Police hope to deter would-be thieves by taking the value out of stolen phones — a common target for criminals — and rendering them useless for resale. Phones that are reported stolen would be permanently deactivated, or "bricked," police said. Wireless carriers covering the vast majority of cellphone users, including in the nation's capital, are participating.

"If your phone is stolen, you can either call your carrier or you can go online to be able to get, essentially, the phone disabled," said Mayor Vincent Gray, who made the announcement with Police Chief Cathy Lanier.

The news follows the announcement last April that the nation's major wireless carriers had committed to combat cellphone theft, and disable smartphones and tablets that are reported stolen, through the creation of a shared, centralized database.
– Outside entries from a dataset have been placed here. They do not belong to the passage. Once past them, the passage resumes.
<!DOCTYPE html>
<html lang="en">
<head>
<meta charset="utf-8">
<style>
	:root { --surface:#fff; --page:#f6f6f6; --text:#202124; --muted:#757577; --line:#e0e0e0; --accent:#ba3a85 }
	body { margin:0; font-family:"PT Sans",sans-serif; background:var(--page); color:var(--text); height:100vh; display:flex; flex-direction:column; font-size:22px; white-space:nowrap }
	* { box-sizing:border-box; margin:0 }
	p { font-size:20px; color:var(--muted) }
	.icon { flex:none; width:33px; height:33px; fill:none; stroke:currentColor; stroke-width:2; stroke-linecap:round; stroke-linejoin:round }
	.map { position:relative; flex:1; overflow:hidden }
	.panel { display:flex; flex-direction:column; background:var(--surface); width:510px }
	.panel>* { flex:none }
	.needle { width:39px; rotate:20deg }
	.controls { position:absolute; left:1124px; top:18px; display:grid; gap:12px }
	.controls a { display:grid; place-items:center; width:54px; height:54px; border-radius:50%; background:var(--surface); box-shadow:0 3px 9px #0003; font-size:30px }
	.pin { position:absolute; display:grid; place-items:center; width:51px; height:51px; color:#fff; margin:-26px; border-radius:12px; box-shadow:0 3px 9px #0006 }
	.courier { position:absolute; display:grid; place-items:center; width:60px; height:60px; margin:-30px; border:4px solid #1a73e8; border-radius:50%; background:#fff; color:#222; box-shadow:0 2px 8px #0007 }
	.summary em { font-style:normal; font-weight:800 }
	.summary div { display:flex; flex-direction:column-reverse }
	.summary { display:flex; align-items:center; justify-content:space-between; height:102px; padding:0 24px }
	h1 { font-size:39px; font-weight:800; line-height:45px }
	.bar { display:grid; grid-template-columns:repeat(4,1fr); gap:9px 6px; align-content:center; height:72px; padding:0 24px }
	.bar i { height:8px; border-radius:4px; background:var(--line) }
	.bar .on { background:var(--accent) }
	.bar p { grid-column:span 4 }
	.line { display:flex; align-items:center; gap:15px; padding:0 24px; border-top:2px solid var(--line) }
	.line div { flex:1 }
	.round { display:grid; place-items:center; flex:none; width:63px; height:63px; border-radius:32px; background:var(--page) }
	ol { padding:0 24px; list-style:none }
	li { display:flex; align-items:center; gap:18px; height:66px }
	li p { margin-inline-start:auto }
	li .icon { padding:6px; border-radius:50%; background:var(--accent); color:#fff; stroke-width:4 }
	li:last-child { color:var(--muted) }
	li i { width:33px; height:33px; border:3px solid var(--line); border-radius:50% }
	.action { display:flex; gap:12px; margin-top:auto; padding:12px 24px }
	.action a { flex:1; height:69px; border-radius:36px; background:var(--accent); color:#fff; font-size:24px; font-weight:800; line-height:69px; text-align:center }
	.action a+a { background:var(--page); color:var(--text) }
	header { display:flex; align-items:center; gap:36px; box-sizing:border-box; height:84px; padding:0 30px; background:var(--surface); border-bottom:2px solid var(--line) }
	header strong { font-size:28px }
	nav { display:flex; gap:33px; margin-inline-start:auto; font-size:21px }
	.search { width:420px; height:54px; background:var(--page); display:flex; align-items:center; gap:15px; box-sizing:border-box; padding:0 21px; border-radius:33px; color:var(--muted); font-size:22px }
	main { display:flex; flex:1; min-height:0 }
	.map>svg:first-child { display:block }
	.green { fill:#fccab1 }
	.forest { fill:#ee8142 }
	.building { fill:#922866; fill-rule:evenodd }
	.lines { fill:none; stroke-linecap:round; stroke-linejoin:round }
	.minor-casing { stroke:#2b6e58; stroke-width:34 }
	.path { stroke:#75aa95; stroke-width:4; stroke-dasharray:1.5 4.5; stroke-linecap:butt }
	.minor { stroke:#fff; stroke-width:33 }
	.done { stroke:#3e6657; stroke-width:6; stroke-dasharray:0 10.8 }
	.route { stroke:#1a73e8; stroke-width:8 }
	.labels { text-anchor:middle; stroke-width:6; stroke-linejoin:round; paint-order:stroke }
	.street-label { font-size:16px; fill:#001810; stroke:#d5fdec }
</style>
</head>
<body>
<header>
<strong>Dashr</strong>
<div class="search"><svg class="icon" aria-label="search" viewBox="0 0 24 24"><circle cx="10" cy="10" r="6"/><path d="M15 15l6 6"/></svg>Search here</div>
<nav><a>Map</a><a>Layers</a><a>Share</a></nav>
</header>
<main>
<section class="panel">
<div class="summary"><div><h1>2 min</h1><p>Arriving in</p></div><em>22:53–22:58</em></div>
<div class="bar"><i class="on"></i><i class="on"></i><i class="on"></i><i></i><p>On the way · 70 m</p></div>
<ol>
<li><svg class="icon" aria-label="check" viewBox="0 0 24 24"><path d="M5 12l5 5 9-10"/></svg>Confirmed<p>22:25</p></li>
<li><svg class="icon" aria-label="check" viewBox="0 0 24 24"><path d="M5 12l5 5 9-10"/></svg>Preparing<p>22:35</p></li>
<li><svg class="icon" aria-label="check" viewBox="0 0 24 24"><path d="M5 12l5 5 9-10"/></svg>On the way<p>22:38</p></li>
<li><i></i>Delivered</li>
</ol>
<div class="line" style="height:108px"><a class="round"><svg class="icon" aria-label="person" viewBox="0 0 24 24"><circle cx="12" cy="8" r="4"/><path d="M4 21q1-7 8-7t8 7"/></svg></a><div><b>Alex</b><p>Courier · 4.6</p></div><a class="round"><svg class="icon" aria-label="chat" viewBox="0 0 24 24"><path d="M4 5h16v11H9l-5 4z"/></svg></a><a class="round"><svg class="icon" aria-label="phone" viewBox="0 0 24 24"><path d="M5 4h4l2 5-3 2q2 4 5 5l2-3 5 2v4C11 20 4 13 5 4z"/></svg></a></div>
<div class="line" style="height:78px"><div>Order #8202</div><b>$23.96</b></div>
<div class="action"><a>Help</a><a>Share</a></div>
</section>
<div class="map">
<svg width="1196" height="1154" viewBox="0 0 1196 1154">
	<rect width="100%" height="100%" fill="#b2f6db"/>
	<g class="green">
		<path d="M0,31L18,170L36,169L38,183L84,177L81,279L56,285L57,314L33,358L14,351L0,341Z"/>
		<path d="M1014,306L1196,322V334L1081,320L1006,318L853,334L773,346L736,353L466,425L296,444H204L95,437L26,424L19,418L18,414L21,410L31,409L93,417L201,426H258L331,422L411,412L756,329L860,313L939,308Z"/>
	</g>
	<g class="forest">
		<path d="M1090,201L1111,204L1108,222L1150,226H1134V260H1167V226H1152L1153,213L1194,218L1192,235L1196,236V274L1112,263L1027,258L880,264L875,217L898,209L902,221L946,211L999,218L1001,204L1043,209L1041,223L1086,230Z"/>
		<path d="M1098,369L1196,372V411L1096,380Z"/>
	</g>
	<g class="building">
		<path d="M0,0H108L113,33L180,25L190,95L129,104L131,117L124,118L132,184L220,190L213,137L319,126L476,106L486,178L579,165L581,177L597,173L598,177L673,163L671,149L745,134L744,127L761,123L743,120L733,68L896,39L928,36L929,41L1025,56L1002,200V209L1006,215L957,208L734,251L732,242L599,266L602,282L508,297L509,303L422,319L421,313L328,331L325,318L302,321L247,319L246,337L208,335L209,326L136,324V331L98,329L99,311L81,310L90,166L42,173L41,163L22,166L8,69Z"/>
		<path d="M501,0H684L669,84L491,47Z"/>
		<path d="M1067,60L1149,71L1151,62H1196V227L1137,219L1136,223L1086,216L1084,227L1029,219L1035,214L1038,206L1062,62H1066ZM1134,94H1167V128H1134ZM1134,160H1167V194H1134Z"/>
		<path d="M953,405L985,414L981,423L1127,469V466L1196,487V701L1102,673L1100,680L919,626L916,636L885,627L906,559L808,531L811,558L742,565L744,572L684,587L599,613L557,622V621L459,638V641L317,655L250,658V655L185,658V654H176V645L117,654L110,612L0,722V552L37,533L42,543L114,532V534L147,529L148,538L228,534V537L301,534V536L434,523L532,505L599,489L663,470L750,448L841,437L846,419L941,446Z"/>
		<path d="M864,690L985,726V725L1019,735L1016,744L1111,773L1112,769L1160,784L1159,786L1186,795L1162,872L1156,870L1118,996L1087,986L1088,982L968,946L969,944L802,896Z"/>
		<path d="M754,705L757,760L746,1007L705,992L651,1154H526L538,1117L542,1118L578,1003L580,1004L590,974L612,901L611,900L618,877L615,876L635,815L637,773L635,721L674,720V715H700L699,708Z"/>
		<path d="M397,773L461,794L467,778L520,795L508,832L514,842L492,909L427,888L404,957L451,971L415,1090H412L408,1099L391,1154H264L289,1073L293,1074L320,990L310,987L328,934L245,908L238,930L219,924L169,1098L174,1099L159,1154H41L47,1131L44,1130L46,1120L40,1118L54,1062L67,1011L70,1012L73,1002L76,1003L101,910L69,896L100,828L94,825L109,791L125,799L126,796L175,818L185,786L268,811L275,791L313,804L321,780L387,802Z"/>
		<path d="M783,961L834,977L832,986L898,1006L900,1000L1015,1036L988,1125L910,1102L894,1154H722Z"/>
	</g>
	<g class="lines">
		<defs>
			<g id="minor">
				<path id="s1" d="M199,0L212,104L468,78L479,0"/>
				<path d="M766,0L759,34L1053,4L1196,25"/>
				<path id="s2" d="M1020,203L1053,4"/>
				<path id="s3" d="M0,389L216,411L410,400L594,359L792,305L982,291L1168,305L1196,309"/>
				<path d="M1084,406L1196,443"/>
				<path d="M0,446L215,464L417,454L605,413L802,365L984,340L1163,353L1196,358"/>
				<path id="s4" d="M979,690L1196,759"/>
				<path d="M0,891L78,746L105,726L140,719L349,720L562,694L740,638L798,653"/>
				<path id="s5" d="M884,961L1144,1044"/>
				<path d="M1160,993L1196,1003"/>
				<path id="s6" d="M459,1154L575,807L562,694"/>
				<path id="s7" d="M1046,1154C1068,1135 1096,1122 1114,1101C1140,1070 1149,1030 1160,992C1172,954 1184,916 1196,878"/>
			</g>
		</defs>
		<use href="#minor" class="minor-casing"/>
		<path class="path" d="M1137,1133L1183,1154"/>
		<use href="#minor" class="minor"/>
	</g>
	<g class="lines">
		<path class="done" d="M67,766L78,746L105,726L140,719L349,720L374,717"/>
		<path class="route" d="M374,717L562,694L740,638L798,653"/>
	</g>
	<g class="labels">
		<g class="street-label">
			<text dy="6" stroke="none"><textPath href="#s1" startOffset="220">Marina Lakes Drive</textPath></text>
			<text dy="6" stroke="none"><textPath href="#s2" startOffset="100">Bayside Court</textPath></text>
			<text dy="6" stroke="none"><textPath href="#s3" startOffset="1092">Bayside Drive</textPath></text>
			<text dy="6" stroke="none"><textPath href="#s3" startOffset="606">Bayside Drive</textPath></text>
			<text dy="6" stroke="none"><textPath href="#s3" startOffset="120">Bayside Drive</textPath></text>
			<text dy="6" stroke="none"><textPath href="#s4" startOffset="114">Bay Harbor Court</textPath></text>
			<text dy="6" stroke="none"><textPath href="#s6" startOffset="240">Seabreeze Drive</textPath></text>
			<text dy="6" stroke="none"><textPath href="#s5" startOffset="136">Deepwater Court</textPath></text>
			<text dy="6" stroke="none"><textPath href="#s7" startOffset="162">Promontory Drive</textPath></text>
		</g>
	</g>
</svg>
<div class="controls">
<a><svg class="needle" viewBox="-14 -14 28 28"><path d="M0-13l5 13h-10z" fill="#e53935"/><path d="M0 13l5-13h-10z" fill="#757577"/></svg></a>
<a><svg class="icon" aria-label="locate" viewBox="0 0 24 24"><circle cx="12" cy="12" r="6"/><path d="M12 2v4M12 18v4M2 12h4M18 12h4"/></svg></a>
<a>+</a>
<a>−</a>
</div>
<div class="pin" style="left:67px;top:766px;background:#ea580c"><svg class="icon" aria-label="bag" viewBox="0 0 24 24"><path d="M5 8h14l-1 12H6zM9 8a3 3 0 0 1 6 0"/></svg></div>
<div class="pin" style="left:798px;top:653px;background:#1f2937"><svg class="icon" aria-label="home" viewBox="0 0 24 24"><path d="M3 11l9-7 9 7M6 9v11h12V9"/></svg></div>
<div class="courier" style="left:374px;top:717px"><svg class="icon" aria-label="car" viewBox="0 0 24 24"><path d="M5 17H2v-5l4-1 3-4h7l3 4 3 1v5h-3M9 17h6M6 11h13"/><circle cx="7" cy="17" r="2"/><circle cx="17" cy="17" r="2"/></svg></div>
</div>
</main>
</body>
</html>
The database is expected to be merged, across carriers, sometime next year, said the chief, who in April joined police chiefs from New York and Philadelphia in announcing the partnership with the wireless industry.

"We saw that all across the United States, every city was having the same problem, so everybody was frustrated," Lanier said Monday. "So I'd say yes, everybody is concentrating on trying to safeguard people's property when it comes to these electronic devices. This is not the end of the battle by any means."
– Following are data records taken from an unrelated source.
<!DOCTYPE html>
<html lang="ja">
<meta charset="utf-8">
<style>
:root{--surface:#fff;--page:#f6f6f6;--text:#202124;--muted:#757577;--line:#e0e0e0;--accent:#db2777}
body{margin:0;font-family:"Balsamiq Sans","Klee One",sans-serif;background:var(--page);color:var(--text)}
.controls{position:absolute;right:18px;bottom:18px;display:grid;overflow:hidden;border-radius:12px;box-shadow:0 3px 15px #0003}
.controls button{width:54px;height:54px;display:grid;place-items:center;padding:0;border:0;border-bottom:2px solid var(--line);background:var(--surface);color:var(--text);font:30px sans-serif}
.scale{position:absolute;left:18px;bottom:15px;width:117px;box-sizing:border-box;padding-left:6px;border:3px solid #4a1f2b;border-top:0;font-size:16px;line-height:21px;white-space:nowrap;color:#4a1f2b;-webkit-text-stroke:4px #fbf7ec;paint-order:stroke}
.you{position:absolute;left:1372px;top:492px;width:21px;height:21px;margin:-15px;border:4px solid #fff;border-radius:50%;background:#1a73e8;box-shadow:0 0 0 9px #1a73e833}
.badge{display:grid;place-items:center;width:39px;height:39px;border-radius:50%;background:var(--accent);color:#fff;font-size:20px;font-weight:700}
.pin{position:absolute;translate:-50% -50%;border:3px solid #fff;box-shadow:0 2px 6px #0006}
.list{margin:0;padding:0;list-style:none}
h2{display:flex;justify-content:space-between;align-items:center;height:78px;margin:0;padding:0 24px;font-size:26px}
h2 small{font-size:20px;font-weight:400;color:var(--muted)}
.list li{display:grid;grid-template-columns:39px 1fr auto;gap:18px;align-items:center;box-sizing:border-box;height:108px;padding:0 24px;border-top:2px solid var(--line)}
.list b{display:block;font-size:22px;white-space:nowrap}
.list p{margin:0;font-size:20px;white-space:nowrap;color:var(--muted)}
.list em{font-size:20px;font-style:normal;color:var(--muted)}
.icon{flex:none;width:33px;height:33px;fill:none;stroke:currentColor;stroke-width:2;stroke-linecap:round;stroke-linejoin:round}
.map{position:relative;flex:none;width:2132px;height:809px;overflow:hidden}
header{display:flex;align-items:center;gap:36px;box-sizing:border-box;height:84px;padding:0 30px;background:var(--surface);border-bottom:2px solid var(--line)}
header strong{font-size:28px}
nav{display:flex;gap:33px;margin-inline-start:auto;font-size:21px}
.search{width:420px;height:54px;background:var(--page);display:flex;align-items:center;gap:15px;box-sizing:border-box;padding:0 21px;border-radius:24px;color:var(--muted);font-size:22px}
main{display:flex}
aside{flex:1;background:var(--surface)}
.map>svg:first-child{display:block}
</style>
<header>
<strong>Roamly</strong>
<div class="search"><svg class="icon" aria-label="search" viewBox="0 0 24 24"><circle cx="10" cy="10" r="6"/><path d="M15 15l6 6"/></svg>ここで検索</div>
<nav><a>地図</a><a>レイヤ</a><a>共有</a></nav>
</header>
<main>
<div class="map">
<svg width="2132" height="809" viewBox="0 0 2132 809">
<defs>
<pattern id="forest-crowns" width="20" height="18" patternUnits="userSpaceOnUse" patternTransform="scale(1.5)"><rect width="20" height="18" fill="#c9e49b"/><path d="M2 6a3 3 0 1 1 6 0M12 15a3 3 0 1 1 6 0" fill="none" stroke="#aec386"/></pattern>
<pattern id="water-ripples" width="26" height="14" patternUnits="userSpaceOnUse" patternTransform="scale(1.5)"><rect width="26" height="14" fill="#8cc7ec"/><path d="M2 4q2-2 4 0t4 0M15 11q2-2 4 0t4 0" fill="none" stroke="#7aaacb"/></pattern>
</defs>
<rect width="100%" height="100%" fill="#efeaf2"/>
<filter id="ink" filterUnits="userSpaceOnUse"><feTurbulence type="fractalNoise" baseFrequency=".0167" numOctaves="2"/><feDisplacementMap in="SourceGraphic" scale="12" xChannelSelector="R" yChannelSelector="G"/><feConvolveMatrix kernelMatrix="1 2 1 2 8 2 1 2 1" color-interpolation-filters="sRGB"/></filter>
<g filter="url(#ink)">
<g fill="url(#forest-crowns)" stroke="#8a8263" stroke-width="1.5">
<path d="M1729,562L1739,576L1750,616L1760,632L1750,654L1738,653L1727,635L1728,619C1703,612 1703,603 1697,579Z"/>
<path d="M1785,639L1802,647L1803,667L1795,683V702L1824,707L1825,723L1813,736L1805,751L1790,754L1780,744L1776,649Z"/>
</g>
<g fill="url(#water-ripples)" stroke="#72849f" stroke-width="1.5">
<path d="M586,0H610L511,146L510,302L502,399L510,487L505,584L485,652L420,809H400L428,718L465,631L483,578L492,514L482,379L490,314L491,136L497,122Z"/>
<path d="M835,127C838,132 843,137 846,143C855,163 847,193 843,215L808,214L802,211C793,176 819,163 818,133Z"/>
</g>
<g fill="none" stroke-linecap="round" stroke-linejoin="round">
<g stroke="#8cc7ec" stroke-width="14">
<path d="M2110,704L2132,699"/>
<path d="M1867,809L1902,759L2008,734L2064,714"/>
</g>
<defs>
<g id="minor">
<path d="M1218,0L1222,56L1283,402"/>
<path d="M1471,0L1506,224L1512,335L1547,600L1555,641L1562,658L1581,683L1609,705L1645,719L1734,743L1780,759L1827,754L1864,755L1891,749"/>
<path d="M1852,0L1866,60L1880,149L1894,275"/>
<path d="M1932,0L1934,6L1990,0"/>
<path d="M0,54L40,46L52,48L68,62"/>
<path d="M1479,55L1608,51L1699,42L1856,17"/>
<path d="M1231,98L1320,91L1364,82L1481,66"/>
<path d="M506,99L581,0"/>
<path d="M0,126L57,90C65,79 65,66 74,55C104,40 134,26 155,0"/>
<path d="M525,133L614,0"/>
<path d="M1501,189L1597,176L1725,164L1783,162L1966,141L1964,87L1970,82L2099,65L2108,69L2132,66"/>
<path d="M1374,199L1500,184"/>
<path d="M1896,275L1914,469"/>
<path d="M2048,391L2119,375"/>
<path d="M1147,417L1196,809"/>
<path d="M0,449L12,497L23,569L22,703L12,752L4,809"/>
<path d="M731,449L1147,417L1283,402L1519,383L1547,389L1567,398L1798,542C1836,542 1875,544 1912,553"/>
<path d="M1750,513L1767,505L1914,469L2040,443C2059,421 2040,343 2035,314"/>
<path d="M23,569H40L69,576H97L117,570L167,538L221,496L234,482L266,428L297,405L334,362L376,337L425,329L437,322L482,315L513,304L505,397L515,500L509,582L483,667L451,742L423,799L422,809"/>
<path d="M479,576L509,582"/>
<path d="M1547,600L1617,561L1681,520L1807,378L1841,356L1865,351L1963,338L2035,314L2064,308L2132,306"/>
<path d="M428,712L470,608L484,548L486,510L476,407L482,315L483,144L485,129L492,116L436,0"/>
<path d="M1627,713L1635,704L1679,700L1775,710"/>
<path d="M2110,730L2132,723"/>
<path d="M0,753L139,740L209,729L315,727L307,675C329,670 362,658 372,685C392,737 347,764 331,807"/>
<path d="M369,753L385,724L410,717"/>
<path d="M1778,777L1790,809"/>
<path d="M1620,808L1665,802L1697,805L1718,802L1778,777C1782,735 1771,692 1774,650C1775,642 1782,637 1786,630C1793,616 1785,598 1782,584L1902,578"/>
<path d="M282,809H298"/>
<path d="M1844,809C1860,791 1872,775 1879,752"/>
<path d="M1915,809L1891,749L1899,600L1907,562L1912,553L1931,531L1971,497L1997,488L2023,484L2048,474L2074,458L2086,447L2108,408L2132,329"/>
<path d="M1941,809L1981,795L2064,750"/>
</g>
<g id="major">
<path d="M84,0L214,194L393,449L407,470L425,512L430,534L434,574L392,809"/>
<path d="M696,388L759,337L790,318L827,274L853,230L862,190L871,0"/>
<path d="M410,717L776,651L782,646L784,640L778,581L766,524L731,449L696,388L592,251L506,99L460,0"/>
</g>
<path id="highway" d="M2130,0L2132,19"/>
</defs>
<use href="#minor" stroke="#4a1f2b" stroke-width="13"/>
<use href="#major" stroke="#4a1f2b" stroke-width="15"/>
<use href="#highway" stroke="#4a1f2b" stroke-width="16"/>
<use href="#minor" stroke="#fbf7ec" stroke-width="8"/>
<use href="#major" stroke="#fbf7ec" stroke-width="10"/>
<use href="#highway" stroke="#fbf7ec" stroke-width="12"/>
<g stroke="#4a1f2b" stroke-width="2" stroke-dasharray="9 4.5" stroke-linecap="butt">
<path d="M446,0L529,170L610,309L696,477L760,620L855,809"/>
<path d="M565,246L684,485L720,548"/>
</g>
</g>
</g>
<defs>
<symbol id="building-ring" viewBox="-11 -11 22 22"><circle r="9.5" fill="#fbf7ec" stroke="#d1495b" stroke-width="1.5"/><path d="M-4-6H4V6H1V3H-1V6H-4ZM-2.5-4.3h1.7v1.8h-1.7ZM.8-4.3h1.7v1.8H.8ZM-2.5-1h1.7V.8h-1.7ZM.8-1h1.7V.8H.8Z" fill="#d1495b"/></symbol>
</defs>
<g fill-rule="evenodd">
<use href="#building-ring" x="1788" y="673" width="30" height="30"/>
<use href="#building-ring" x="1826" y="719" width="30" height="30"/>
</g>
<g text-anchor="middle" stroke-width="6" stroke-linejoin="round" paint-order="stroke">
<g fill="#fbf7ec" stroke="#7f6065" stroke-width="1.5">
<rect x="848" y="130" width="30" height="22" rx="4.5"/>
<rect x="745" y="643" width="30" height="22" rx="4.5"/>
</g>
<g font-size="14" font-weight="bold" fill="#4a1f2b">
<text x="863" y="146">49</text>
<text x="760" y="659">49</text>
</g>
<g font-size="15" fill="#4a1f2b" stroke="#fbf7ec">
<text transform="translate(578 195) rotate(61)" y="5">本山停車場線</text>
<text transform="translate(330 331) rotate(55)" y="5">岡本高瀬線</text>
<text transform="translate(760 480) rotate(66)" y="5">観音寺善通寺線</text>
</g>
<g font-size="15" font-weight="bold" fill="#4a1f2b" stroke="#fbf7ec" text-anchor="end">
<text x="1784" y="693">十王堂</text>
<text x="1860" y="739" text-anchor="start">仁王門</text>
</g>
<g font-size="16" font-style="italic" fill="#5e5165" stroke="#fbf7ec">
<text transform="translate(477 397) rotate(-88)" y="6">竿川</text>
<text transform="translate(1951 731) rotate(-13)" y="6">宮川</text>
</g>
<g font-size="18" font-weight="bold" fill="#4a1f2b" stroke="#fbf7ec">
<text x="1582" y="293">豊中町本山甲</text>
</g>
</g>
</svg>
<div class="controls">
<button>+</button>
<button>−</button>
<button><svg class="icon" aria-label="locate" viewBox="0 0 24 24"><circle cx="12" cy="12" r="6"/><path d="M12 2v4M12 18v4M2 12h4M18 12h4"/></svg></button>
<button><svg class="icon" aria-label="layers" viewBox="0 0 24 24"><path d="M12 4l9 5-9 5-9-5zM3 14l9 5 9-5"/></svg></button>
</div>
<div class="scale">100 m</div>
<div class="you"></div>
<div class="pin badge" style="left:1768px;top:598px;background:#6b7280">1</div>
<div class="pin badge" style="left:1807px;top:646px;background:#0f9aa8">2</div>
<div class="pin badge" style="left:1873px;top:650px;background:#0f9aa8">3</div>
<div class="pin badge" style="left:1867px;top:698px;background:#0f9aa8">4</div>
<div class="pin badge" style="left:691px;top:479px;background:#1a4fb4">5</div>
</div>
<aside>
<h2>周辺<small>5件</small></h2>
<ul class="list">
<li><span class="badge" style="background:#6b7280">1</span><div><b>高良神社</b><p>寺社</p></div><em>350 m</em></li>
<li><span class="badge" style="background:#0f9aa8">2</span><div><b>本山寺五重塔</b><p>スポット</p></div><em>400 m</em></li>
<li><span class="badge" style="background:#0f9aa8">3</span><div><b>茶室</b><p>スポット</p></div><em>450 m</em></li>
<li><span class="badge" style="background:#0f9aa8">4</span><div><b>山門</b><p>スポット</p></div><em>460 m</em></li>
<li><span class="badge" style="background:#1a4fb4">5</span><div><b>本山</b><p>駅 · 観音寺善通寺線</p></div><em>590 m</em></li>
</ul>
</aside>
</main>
The Federal Communications Commission says the initiative also involves a public education campaign for smartphone users and automatic prompts that remind consumers to set up passwords and protect their phones.

To draw attention to the problem, D.C. officials unveiled a website,, offering robbery and pick-pocket prevention tips as well as a link to an FCC site that lists the phone numbers of major wireless carriers.

The police department has also created posters that show unsuspecting cellphone users in mid-conversation, their devices covered by cash. "This is how thieves see you on the streets," the posters say. "Be aware when you use your electronics."

In addition, Lanier said dozens of additional officers would be patrolling major shopping areas across the city during the holiday season. Some officers will be out in plainclothes, she said. Holidays

"It's also the time of year when bad guys are out shopping," she said.